As Thoreau once said, perhaps the person who seems out of sync with the dominant culture is just marching to the beat of their own, privately heard drum. In the old days, this internal que could be called someone’s daemon, or creative spirit. Now the church, as in so many cases, has skewed the meanings of old words and daemon is too close to the evil in demon to be commonly employed, Yet it is this creative force which leads me into the future, into the bright realm of possibility, the unforeseen.
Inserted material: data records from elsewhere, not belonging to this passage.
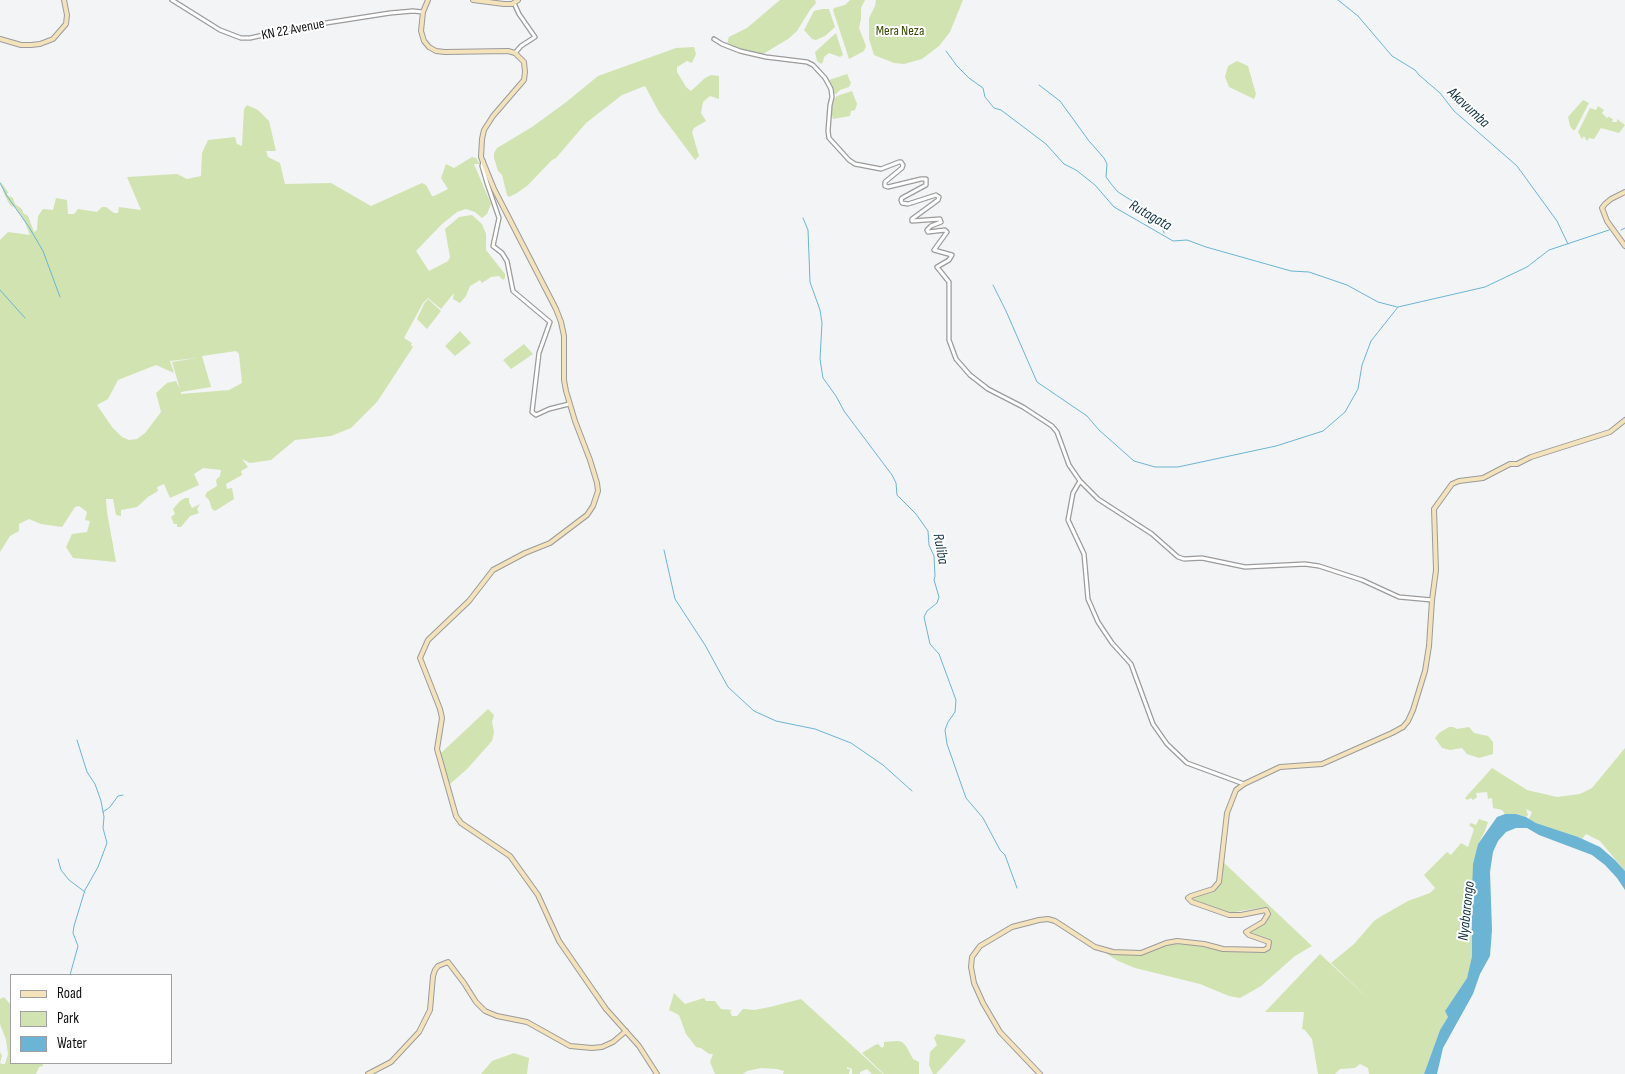 <!DOCTYPE html>
<html>
<head>
<meta charset="utf-8">
<style>
  body { margin:0 }
  #map { position:relative; width:1625px; height:1074px; overflow:hidden; background:#f3f4f5; font-family:"Sofia Sans Condensed",sans-serif }
  canvas { display:block }
  .legend { position:absolute; left:10px; top:974px; width:162px; height:90px; box-sizing:border-box; background:#fff; border:1px solid #a0a0a0; margin:0; padding:6px 9px; list-style:none; font-size:15px; color:#111112 }
  .legend li { display:flex; align-items:center; gap:10px; height:25px }
  .legend b { width:25px; border:1px solid #a0a0a0 }
</style>
</head>
<body>
<div id="map">
<canvas width="1625" height="1074"></canvas>
<ul class="legend">
<li><b style="height:6px;background:#f4e2ba"></b>Road</li>
<li><b style="height:14px;background:#d1e3b0"></b>Park</li>
<li><b style="height:14px;background:#6cb4d4"></b>Water</li>
</ul>
</div>
<script>
const c = document.querySelector('canvas').getContext('2d');
c.lineJoin = 'round';
function fill(path, color) {
  c.fillStyle = color;
  c.fill(path, 'evenodd');
}
function poly(rows) {
  const path = new Path2D();
  for (const r of rows) {
    path.moveTo(r[0], r[1]);
    for (let i = 2; i < r.length; i += 2) path.lineTo(r[i], r[i + 1]);
  }
  return path;
}
function stroke(path, color, width, dash) {
  c.strokeStyle = color;
  c.lineWidth = width;
  c.lineCap = dash ? 'butt' : 'round';
  c.setLineDash(dash || []);
  c.stroke(path);
}
function label(font, color, halo, rows, align = 'center') {
  c.font = font + ' "Sofia Sans Condensed",sans-serif';
  c.lineWidth = 4;
  c.setLineDash([]);
  c.textBaseline = 'middle';
  c.strokeStyle = halo;
  c.fillStyle = color;
  for (const [text, x, y, turn = 0] of rows) {
    c.save();
    c.translate(x, y);
    c.rotate((+turn || 0) * Math.PI / 180);
    c.textAlign = isNaN(turn) ? turn : align;
    if (halo) c.strokeText(text, 0, 0);
    c.fillText(text, 0, 0);
    c.restore();
  }
}
const green = poly([
  [780,0,815,0,816,3,810,10,797,31,788,39,763,54,740,49,727,43,729,37,747,28],
  [850,0,865,0,861,8,861,19,859,28,866,46,864,51,849,59,833,10,834,8,845,5],
  [876,0,963,0,950,32,939,46,922,59,904,64,894,63,874,55,869,39,869,18,875,6],
  [822,9,829,9,835,27,825,36,816,40,812,39,804,30,814,11],
  [836,33,843,55,840,57,829,53,824,57,823,62,821,64,817,61,815,52],
  [694,47,696,54,692,63,687,61,677,67,677,72,686,87,691,91,705,78,711,75,719,76,719,99,710,96,703,102,701,113,706,121,694,128,692,132,699,156,695,160,659,112,645,86,622,95,586,123,556,158,552,160,527,186,517,193,509,197,507,195,502,175,498,171,494,158,494,153,497,148,532,127,565,103,598,76,676,48],
  [1237,61,1248,66,1256,94,1254,99,1229,87,1225,77,1228,66],
  [847,74,851,83,849,87,840,90,836,94,833,93,828,83,829,80],
  [852,91,857,104,855,110,851,111,850,116,833,119,831,112,834,100,837,96],
  [1583,100,1589,103,1575,130,1573,130,1570,126,1568,117],
  [247,105,258,110,269,121,276,151,266,151,268,157,280,163,285,184,331,183,371,206,422,183,426,185,432,196,434,196,448,189,441,178,446,164,454,168,472,157,476,158,480,164,474,164,491,204,487,214,482,218,475,212,466,209,457,212,442,224,416,251,429,271,448,261,450,257,445,229,459,217,472,215,482,224,486,234,486,250,505,274,505,278,503,280,499,276,491,277,482,283,480,280,477,282,470,286,466,296,460,303,453,299,454,293,441,309,428,298,423,303,404,338,412,343,411,345,413,347,377,402,351,428,331,436,295,440,271,460,250,463,242,459,248,467,241,471,242,475,226,484,227,489,232,488,234,499,215,511,212,509,209,500,205,496,207,492,217,486,216,480,220,476,221,470,203,468,194,474,199,485,170,498,164,484,157,487,158,491,148,497,137,507,121,510,121,516,116,515,113,499,106,499,107,512,116,562,73,558,66,547,72,534,87,532,90,521,85,520,87,512,79,506,75,507,62,527,41,524,29,519,19,524,19,531,10,536,0,552,0,240,8,232,30,235,24,220,16,208,10,205,5,196,0,181,8,192,7,195,13,198,15,204,22,209,23,213,28,216,34,232,37,230,38,216,43,209,53,210,56,198,67,200,68,214,74,214,78,209,97,212,102,207,106,207,114,213,118,213,119,207,141,210,127,177,177,174,187,179,201,176,202,153,208,140,235,137,237,144,242,146,244,109],
  [236,351,239,354,242,383,229,390,181,394,181,392,211,387,202,356],
  [196,358,172,362,180,389,176,381,167,383,156,393,161,412,145,433,137,439,129,440,122,437,112,427,97,405,108,399,118,380,156,365,174,373,170,361],
  [1598,106,1604,110,1602,113,1607,118,1611,115,1609,117,1613,119,1612,122,1617,122,1617,119,1625,125,1619,133,1601,128,1594,139,1589,138,1587,141,1584,136,1582,139,1578,132,1590,108,1596,110],
  [428,299,441,311,427,329,417,319,424,304],
  [460,331,471,343,455,356,445,346],
  [524,344,533,354,511,369,503,360],
  [185,498,189,498,189,502,192,508,200,504,197,509,199,513,190,516,181,527,177,527,177,524,174,524,171,517,175,514,173,509,180,501],
  [488,709,494,715,492,722,494,732,492,741,467,769,450,784,440,754],
  [1449,727,1453,727,1457,729,1469,727,1474,733,1488,736,1493,742,1493,754,1479,758,1467,754,1462,748,1450,750,1442,748,1435,738,1439,733],
  [1625,748,1625,871,1600,841,1586,834,1582,839,1536,823,1529,819,1532,812,1526,809,1528,815,1526,817,1516,814,1505,814,1502,810,1493,808,1492,798,1488,799,1487,792,1476,793,1477,797,1473,800,1471,798,1467,800,1465,798,1492,768,1527,790,1557,797,1580,794,1592,788],
  [1479,819,1488,822,1485,831,1478,844,1473,864,1472,956,1467,978,1445,1011,1448,1017,1440,1030,1424,1074,1369,1074,1368,1068,1360,1064,1355,1068,1340,1069,1335,1074,1318,1074,1312,1039,1304,1029,1302,1030,1304,1012,1265,1012,1320,954,1372,1002,1331,963,1354,944,1374,921,1380,917,1408,901,1430,893,1435,888,1424,875,1447,852,1451,855,1461,843,1468,847,1474,829,1469,825,1471,823,1476,825],
  [1221,860,1312,946,1295,956,1261,986,1240,998,1229,996,1200,984,1135,968,1118,961,1104,952,1139,955,1176,942,1202,944,1219,950,1268,950,1271,946,1271,942,1249,932,1263,924,1268,917,1269,912,1266,907,1228,913,1189,898,1217,887,1219,885],
  [674,993,685,1004,704,998,706,1001,715,1001,721,1009,732,1010,730,1012,732,1016,737,1016,743,1009,754,1010,770,1007,801,999,883,1074,872,1074,867,1069,860,1072,860,1074,852,1074,852,1069,847,1067,847,1069,850,1069,849,1074,783,1074,784,1071,777,1069,761,1068,747,1071,743,1074,715,1074,710,1062,713,1054,709,1054,701,1048,696,1047,686,1034,679,1015,669,1010],
  [4,997,11,1005,11,1063,43,1063,43,1066,39,1067,36,1074,0,1074,0,1052,2,1056,0,1063,2,1064,5,1064,8,1054,6,1040,0,1024,0,999],
  [937,1034,964,1039,966,1041,936,1074,933,1074,929,1065,930,1052,937,1045,934,1038],
  [898,1041,902,1042,906,1046,913,1059,919,1062,919,1074,884,1074,862,1053,875,1045,878,1044,882,1048,884,1046,884,1042],
  [514,1053,529,1058,527,1074,481,1074,492,1061]
]);
const water = poly([
  [1505,814,1516,814,1526,817,1536,823,1578,837,1600,847,1615,860,1625,871,1625,890,1617,878,1605,865,1592,855,1539,835,1527,828,1516,828,1506,832,1498,841,1493,852,1490,872,1492,930,1490,956,1480,974,1473,994,1443,1048,1437,1074,1424,1074,1440,1030,1448,1017,1445,1011,1467,978,1472,956,1472,889,1473,864,1478,844,1497,817]
]);
const stream = poly([
  [1338,0,1358,16,1392,56,1415,70,1419,75,1440,93,1454,111,1517,166,1557,221,1568,244],
  [946,51,957,66,969,78,983,88,985,97,994,108,1001,110,1046,144,1064,164,1076,170,1095,185,1114,207,1135,219,1173,241,1187,240,1206,247,1291,271,1309,272,1347,285,1378,302,1397,307],
  [1039,85,1060,101,1089,141,1104,158,1107,164,1106,177,1112,185,1118,192,1153,214,1160,223,1164,233],
  [0,183,7,196,29,227,43,251,60,297],
  [803,218,808,230,810,282,820,310,822,323,820,359,823,378,836,396,844,411,892,475,896,483,897,495,916,514,928,531,929,545,934,556,935,576,934,580,939,597,937,603,927,611,924,617,930,644,939,654,956,700,955,712,948,722,945,730,947,744,966,798,983,818,1000,850,1005,855,1017,888],
  [1621,230,1625,228],
  [993,285,1006,311,1037,382,1087,416,1099,430,1134,461,1155,467,1178,467,1276,446,1323,431,1345,412,1358,389,1362,365,1371,341,1398,307,1485,287,1527,267,1549,250,1609,230],
  [0,290,25,318],
  [664,550,675,599,705,645,728,687,754,711,776,721,815,729,851,743,883,765,912,791],
  [103,812,110,807,118,796,123,795],
  [58,859,61,870,69,880,85,892],
  [70,975,78,946,73,933,74,926,85,890,98,867,107,843,103,828,104,817,101,801,95,784,87,772,77,740]
]);
const tertiary = poly([
  [172,0,220,30,241,38,250,38,300,27,390,13,413,11,423,12],
  [514,3,519,14,535,37,521,46,515,53],
  [714,39,722,44,740,51,766,57,807,62,813,65,825,78,831,89,832,97,830,105,828,131,829,138,849,160,855,164,881,169,899,162,901,162,903,165,902,168,885,182,885,186,888,187,921,179,926,179,926,185,902,198,901,200,902,203,908,204,936,195,939,197,938,200,912,219,912,221,940,219,941,222,931,226,927,230,928,232,945,230,947,232,934,250,952,255,949,260,937,267,949,282,949,340,956,359,970,375,988,389,1023,407,1052,426,1057,432,1069,465,1080,481,1098,499,1152,534,1178,557,1184,559,1202,558,1245,567,1305,564,1319,566,1362,580,1399,597,1432,600],
  [483,161,482,166,487,183,499,218,493,246,502,253,507,261,513,291,550,322,539,353,532,412,536,415,549,409,569,404],
  [1080,481,1073,493,1068,520,1084,554,1088,599,1098,622,1112,643,1131,664,1153,724,1167,744,1187,763,1244,784]
]);
const secondary = poly([
  [428,0,423,12,421,31,424,41,429,47,436,51,445,52,508,51,515,53,524,62,525,72,524,80,493,116,484,130,482,139,481,157,494,189,556,309,561,322,564,336,564,380,566,391,575,421,590,460,597,483,598,491,593,506,587,515,550,543,525,553,493,570,469,601,428,640,420,658,440,709,442,718,437,749,456,816,461,823,510,856,538,895,559,941,606,1009,639,1046,657,1074],
  [473,0,504,4,512,4,518,0],
  [0,39,21,45,31,45,40,44,53,39,66,24,67,15,64,0],
  [1625,192,1611,199,1605,204,1602,208,1607,221,1625,246],
  [368,1074,391,1062,419,1032,430,1010,433,976,435,970,438,966,448,962,464,983,476,1002,485,1011,497,1016,527,1022,570,1046,592,1048,602,1047,613,1042,626,1031],
  [1040,1074,1000,1032,983,1003,974,983,971,967,972,957,980,946,1012,927,1039,920,1048,919,1055,921,1095,947,1113,952,1141,953,1166,943,1177,941,1204,944,1223,949,1264,950,1268,948,1269,942,1249,935,1246,932,1263,922,1268,914,1266,910,1241,915,1229,915,1192,902,1188,898,1191,896,1213,889,1219,882,1227,813,1236,790,1244,784,1280,767,1322,764,1392,733,1403,727,1408,721,1413,710,1425,671,1429,646,1432,600,1436,570,1434,509,1452,484,1459,481,1483,478,1510,464,1517,464,1531,457,1610,432,1625,420]
]);
const streetNames = [
  ["KN 22 Avenue",293,30,-11]
];
const parkNames = [
  ["Mera Neza",900,31]
];
const waterNames = [
  ["Akavumba",1468,108,43],
  ["Rutagata",1150,216,30],
  ["Ruliba",940,549,79],
  ["Nyabarongo",1467,911,-84]
];
fill(green, '#d1e3b0');
fill(water, '#6cb4d4');
stroke(stream, '#6cb4d4', 1);
stroke(tertiary, '#9b9b9c', 5.5);
stroke(secondary, '#9b9b9c', 6);
stroke(tertiary, '#fff', 3);
stroke(secondary, '#f4e2ba', 4);
label('14px', '#111112', '#fff', streetNames);
label('14px', '#394a02', '#fff', parkNames);
label('italic 15px', '#113341', '#fff', waterNames);
</script>
</body>
</html>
Now we are in California and I already, in some ways, feel “at home” again (though Ini and I have established a pretty good home on the road). The freedoms in the air of this most western point on the map are historical as well as current. Diversity is rich, as are alternative lifestyles and natural beauty.
I still don’t know where we’ll land for now; I remain curious about that. Until then, we continue following the trans-migrational rhythms of cyclical nomadics or seasonal workers from coast to coast.
So much of this country is in dire need of soul. And chances are it’s not going to be found on the TV. It’s so important that we can still see our night sky. It connects us Ineffably and magically with so much of what it means to be human. Spend more time outside. Breathe in the winds. Go hug a tree, really. Give thanks for water. Cities and waters are too often polluted. We need to start caring about the places we live, it’s our only way forward if we will pass on any beauty to our future generations. This is a message we so desperately need to hear, and the indigenous cultures, among other uprisings, have it.